**WORKING DATA**
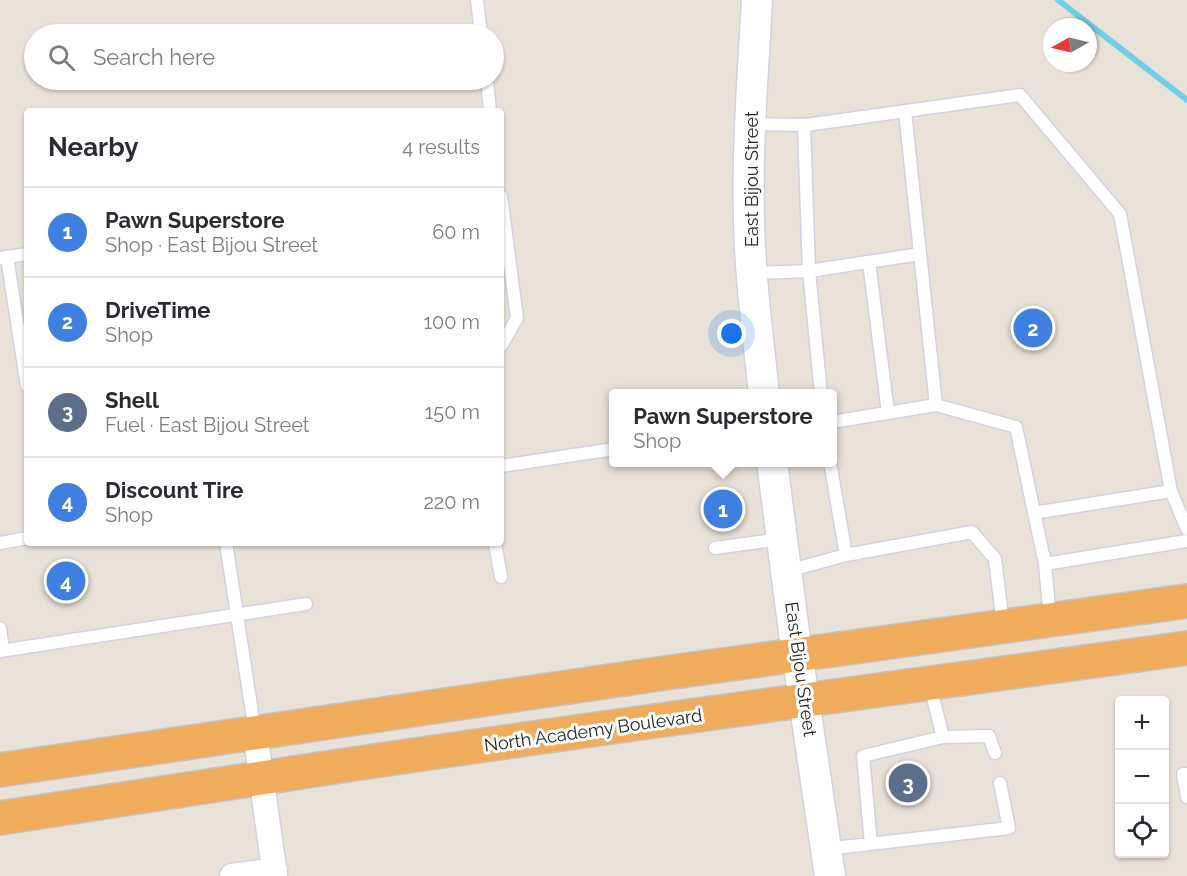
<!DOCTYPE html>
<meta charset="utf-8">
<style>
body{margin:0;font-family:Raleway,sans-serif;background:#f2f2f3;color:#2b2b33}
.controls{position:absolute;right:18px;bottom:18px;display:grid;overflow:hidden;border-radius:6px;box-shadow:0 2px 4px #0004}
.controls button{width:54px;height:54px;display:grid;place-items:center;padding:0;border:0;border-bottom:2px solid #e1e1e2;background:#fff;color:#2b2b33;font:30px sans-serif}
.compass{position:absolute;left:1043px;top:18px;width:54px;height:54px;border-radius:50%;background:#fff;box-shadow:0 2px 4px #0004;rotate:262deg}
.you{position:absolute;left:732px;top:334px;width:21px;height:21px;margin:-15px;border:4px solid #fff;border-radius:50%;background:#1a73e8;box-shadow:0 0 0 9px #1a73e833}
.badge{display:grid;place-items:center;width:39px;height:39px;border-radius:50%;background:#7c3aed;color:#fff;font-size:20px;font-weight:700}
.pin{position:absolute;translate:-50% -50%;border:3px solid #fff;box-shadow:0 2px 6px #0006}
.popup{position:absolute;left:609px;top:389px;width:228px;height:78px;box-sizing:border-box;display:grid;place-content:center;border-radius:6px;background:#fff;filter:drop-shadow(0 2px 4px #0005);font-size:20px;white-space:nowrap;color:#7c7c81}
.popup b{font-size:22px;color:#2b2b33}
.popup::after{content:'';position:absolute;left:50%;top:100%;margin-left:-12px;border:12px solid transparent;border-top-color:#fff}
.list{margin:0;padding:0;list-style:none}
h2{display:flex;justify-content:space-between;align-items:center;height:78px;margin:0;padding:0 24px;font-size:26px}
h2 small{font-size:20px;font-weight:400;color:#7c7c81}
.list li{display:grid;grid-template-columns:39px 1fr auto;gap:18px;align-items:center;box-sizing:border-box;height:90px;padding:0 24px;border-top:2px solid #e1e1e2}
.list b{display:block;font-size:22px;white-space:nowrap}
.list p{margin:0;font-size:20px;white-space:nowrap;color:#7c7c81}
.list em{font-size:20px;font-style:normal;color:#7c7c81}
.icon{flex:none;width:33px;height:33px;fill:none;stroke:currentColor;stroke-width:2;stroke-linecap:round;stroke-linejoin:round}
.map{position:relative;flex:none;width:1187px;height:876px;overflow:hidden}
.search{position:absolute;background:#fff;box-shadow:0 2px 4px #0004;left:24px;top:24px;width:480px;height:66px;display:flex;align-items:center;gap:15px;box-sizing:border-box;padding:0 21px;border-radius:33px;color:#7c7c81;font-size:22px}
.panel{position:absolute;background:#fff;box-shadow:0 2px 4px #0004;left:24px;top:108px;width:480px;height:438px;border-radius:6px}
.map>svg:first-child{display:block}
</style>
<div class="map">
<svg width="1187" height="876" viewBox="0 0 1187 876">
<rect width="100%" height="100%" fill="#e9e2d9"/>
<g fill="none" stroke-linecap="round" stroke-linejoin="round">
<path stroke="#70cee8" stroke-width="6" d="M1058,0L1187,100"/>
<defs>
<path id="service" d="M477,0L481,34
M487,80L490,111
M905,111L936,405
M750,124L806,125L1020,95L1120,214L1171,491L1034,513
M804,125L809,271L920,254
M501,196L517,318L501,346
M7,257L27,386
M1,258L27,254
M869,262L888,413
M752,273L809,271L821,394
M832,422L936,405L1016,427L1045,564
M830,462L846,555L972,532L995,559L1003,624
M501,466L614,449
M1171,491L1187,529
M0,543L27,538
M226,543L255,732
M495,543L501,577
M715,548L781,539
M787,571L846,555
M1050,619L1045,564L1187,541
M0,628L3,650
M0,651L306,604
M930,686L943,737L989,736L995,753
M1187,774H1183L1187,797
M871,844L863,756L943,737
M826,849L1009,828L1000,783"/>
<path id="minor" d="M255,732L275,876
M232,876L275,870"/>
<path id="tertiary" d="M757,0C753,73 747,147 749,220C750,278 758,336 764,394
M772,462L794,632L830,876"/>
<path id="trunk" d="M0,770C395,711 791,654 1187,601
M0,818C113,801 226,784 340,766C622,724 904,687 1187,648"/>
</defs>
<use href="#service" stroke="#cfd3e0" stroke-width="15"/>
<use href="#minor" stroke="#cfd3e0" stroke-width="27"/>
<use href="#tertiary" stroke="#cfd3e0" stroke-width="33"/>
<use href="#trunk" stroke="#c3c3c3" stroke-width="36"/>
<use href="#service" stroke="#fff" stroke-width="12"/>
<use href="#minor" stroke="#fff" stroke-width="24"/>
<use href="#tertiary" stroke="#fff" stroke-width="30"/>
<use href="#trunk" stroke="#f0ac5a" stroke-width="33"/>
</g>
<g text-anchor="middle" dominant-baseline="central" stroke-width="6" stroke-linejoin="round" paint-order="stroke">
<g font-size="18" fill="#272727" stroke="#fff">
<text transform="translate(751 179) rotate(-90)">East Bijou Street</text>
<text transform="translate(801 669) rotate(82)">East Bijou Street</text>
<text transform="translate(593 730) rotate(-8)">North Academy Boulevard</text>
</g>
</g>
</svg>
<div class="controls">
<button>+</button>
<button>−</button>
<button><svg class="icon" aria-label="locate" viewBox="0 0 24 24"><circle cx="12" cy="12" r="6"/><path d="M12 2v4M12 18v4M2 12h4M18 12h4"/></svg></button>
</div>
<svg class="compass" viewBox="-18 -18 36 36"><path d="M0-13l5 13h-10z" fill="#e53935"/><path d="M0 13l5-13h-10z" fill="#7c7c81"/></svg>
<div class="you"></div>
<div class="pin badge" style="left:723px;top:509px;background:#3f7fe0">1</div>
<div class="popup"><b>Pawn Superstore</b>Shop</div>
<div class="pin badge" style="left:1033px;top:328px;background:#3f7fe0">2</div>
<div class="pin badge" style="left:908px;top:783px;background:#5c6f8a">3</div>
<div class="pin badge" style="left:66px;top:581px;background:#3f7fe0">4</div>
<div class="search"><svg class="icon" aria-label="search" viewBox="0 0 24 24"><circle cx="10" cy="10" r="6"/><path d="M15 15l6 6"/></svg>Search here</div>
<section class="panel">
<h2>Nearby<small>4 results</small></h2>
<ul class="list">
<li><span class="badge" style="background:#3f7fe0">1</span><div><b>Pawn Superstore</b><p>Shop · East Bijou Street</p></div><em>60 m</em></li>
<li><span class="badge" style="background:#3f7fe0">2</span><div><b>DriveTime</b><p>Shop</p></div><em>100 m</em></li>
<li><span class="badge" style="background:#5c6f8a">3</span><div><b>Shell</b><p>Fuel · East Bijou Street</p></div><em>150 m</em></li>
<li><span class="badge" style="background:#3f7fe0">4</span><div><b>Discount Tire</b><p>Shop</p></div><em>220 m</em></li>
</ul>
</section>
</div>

* * *

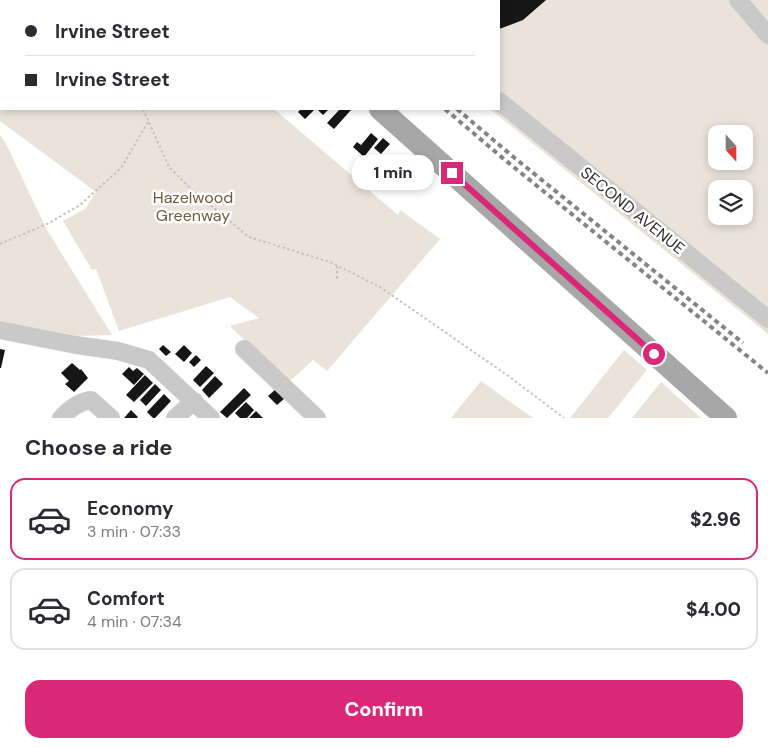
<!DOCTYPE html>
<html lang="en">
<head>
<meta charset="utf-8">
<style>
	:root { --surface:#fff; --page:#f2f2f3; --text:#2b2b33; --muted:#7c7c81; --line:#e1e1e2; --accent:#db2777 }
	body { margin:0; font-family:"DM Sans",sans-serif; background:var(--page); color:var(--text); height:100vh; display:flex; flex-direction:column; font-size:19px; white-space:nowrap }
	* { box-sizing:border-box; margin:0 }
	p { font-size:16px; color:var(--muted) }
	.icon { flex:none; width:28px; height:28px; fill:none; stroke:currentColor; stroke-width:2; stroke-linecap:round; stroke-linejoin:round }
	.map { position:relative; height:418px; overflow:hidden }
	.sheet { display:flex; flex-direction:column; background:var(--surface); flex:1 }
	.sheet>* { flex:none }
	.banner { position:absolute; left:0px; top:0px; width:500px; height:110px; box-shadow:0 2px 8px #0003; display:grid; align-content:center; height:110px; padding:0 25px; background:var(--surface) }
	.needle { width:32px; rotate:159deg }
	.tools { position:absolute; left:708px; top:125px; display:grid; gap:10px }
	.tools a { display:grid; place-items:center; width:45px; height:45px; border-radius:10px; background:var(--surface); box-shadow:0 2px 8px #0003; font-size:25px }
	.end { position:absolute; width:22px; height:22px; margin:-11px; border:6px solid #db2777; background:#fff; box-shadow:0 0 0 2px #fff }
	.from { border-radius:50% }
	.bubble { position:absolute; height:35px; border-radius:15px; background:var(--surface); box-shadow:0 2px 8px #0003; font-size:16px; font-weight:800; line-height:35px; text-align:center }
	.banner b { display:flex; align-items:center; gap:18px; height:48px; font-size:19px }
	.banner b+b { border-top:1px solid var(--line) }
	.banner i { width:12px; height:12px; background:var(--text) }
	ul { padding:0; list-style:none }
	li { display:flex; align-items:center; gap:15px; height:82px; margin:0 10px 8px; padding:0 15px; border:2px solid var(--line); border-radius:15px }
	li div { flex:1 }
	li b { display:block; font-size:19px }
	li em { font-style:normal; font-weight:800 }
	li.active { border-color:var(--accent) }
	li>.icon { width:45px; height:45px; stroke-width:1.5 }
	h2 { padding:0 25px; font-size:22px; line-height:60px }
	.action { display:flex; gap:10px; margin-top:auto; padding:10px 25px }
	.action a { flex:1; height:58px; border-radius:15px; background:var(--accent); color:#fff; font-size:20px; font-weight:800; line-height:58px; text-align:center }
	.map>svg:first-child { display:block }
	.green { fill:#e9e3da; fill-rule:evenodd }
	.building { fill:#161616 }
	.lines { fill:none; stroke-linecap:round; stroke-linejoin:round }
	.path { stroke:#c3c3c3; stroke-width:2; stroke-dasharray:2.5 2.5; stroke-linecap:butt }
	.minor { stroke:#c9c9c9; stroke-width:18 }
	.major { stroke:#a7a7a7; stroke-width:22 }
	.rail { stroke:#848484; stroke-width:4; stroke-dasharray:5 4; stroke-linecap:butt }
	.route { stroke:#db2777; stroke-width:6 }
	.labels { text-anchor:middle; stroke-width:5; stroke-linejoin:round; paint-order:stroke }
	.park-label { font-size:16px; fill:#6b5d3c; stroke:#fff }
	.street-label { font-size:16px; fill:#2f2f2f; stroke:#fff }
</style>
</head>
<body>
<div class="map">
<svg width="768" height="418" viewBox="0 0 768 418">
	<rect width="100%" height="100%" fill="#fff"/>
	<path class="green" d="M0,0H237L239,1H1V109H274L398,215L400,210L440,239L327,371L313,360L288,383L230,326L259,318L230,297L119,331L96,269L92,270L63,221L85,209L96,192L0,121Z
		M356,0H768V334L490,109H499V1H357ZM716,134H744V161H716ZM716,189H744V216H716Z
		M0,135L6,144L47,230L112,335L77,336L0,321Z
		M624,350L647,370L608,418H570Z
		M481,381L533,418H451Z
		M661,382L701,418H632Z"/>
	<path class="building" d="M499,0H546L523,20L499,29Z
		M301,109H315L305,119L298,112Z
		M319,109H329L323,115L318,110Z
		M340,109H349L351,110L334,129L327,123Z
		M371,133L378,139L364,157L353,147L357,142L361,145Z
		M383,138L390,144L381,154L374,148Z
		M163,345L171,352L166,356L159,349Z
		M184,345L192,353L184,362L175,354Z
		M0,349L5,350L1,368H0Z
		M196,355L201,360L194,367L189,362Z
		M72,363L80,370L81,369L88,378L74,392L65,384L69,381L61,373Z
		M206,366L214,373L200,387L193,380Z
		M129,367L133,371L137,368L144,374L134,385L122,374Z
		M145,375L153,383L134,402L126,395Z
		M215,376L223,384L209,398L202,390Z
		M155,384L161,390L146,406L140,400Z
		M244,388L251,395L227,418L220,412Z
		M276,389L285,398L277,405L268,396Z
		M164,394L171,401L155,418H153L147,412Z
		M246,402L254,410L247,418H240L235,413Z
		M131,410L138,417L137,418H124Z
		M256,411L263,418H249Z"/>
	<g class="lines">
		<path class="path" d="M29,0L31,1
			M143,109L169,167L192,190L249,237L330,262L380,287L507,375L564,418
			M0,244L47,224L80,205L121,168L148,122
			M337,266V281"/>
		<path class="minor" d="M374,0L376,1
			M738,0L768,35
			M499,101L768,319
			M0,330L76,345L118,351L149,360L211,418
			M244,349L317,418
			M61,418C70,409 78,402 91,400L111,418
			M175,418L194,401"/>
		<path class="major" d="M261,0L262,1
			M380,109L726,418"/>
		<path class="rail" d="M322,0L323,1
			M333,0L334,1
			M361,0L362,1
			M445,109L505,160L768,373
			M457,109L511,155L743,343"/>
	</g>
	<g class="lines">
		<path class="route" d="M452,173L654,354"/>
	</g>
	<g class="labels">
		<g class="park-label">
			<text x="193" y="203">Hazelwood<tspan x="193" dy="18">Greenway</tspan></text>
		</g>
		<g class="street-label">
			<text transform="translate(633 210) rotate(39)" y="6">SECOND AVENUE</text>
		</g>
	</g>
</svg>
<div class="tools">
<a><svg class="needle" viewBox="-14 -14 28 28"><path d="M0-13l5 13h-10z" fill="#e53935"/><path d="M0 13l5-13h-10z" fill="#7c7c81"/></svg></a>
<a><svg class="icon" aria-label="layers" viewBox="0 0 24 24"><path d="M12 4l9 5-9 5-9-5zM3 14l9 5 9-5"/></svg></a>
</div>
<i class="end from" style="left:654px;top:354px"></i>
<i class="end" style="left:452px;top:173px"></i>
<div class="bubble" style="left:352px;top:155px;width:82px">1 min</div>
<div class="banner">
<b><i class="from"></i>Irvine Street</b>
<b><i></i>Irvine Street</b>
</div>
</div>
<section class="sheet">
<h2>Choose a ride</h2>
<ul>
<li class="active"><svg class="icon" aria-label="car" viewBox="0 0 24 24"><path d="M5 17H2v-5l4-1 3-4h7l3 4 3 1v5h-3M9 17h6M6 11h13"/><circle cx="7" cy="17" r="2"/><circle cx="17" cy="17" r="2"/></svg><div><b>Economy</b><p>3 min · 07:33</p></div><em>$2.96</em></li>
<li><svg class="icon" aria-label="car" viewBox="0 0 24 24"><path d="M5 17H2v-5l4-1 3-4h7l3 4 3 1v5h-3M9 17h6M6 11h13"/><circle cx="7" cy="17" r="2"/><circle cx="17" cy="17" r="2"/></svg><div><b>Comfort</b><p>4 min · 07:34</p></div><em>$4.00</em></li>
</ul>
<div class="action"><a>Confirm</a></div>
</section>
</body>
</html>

**ABOUT THIS EXERCISE**
Which lines of the data include "dasharray"? Copy each of them.

**WRITTEN ANSWER**
	.path { stroke:#c3c3c3; stroke-width:2; stroke-dasharray:2.5 2.5; stroke-linecap:butt }
	.rail { stroke:#848484; stroke-width:4; stroke-dasharray:5 4; stroke-linecap:butt }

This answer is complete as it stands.